Data records ::

# # # # # # #

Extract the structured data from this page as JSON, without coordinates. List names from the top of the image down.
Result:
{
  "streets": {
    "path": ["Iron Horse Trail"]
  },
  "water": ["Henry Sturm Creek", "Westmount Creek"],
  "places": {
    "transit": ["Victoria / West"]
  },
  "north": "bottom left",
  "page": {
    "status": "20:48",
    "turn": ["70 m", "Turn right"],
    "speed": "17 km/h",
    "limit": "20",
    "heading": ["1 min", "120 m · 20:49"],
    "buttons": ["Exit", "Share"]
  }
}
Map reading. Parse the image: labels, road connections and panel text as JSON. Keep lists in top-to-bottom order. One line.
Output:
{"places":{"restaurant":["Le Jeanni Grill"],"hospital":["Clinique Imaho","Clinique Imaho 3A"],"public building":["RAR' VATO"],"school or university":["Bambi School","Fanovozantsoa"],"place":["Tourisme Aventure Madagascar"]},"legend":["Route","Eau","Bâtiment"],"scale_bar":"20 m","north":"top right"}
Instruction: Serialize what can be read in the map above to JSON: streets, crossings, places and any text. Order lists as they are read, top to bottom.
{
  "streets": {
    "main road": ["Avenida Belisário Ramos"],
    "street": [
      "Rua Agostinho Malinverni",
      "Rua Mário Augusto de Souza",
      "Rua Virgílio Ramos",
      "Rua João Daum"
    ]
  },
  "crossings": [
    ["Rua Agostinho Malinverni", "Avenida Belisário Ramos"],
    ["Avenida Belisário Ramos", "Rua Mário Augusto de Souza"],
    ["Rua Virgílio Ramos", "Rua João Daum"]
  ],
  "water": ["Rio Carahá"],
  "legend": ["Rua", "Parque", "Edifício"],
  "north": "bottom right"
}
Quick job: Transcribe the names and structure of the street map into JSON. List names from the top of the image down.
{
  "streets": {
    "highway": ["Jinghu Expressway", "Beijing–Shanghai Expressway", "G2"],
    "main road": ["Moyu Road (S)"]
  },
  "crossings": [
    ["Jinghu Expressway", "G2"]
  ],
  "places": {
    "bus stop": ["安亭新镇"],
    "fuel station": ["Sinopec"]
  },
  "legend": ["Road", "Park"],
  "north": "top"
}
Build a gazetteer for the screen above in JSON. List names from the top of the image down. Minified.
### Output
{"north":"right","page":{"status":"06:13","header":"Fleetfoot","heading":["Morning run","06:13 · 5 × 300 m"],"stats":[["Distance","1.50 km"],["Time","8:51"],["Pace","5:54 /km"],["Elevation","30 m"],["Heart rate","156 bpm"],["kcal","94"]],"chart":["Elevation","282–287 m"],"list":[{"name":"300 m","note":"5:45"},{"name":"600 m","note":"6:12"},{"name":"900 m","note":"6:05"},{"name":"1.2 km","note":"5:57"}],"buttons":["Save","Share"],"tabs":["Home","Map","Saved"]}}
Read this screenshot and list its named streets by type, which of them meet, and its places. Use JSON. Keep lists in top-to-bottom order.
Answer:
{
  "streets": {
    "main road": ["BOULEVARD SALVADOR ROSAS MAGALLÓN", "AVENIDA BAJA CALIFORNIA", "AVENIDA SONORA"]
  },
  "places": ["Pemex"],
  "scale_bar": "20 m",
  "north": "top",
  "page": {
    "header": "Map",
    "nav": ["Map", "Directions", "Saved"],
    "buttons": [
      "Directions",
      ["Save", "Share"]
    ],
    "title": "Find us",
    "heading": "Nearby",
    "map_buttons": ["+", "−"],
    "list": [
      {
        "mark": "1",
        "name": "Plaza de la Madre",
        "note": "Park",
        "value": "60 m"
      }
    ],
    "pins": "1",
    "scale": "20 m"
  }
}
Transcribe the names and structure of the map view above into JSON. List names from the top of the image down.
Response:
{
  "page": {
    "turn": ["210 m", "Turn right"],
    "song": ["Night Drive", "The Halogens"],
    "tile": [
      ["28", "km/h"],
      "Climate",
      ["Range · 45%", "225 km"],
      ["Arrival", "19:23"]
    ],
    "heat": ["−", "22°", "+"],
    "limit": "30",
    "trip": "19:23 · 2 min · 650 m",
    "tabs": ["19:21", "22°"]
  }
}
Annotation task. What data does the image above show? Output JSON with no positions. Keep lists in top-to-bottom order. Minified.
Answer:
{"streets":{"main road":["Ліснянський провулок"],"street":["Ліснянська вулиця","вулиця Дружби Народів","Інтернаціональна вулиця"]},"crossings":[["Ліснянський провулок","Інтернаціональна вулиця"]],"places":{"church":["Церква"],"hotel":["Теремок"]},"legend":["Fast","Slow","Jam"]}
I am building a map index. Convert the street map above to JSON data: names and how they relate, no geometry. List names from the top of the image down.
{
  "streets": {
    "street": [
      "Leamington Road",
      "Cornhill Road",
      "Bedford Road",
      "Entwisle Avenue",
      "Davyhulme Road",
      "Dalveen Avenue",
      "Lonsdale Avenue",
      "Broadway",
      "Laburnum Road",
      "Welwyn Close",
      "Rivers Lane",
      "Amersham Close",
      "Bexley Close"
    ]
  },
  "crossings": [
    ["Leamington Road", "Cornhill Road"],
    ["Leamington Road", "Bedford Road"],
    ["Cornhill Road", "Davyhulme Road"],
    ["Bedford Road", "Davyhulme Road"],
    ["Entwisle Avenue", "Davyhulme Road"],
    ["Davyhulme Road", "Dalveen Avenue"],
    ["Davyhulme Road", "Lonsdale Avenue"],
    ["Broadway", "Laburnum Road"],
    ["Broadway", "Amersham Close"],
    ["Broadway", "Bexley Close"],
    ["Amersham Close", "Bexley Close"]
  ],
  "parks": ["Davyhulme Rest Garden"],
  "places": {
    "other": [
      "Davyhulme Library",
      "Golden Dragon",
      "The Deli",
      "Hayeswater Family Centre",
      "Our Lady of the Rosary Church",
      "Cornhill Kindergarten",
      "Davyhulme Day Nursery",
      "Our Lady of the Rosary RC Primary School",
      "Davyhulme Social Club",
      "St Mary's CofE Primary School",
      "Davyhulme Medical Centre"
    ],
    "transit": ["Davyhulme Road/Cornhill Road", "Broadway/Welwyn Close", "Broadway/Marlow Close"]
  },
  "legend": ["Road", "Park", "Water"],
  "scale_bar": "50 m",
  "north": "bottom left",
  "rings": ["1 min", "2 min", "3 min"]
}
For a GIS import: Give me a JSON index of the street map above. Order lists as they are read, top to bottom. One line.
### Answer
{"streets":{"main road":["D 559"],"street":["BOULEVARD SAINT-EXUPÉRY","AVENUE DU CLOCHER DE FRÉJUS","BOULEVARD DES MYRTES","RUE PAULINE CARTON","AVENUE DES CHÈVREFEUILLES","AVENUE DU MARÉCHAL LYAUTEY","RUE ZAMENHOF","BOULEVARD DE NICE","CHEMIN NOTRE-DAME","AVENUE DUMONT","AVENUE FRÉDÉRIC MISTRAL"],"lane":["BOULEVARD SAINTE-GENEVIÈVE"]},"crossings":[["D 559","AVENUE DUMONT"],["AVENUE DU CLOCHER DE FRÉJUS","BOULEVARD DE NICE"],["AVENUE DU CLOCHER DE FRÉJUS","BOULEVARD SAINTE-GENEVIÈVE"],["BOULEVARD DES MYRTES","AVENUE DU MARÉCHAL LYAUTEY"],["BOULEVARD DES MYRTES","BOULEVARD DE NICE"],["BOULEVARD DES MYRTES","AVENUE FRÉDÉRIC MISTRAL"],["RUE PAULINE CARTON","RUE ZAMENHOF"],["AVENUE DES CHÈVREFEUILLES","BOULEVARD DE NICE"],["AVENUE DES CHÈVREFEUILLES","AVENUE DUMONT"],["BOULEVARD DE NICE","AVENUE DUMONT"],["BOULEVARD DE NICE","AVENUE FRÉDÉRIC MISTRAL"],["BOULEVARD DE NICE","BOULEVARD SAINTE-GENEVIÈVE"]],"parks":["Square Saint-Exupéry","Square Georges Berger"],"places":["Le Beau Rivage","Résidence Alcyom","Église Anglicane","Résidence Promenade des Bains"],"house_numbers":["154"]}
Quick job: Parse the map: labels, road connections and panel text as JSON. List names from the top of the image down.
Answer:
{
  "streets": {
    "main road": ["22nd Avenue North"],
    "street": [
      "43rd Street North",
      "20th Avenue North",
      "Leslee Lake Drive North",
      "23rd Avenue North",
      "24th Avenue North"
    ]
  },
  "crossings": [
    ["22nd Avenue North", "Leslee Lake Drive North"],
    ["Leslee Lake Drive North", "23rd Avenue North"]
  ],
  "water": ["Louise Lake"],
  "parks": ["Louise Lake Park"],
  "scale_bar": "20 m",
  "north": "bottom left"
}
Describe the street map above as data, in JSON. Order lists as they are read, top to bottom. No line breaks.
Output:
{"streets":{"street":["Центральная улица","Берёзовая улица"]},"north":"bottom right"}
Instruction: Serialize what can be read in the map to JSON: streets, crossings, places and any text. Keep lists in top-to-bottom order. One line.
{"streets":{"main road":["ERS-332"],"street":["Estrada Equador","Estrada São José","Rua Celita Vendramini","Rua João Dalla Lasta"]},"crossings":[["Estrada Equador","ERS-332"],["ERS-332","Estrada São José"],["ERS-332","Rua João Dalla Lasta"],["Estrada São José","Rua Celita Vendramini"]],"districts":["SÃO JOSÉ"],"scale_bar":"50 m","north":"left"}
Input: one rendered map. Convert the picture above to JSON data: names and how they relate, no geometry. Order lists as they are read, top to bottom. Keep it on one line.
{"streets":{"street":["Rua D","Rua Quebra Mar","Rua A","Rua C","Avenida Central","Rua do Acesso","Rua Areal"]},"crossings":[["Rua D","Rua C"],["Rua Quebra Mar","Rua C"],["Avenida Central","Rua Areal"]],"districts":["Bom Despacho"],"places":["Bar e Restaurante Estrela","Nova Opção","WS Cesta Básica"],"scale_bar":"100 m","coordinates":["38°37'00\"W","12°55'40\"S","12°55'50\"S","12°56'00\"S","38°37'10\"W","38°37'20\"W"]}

# # # # # # #

What needs to be done :: Which lines hold the string "Minified"? Copy all of them from the data above.

Response ::
Build a gazetteer for the screen above in JSON. List names from the top of the image down. Minified.
Annotation task. What data does the image above show? Output JSON with no positions. Keep lists in top-to-bottom order. Minified.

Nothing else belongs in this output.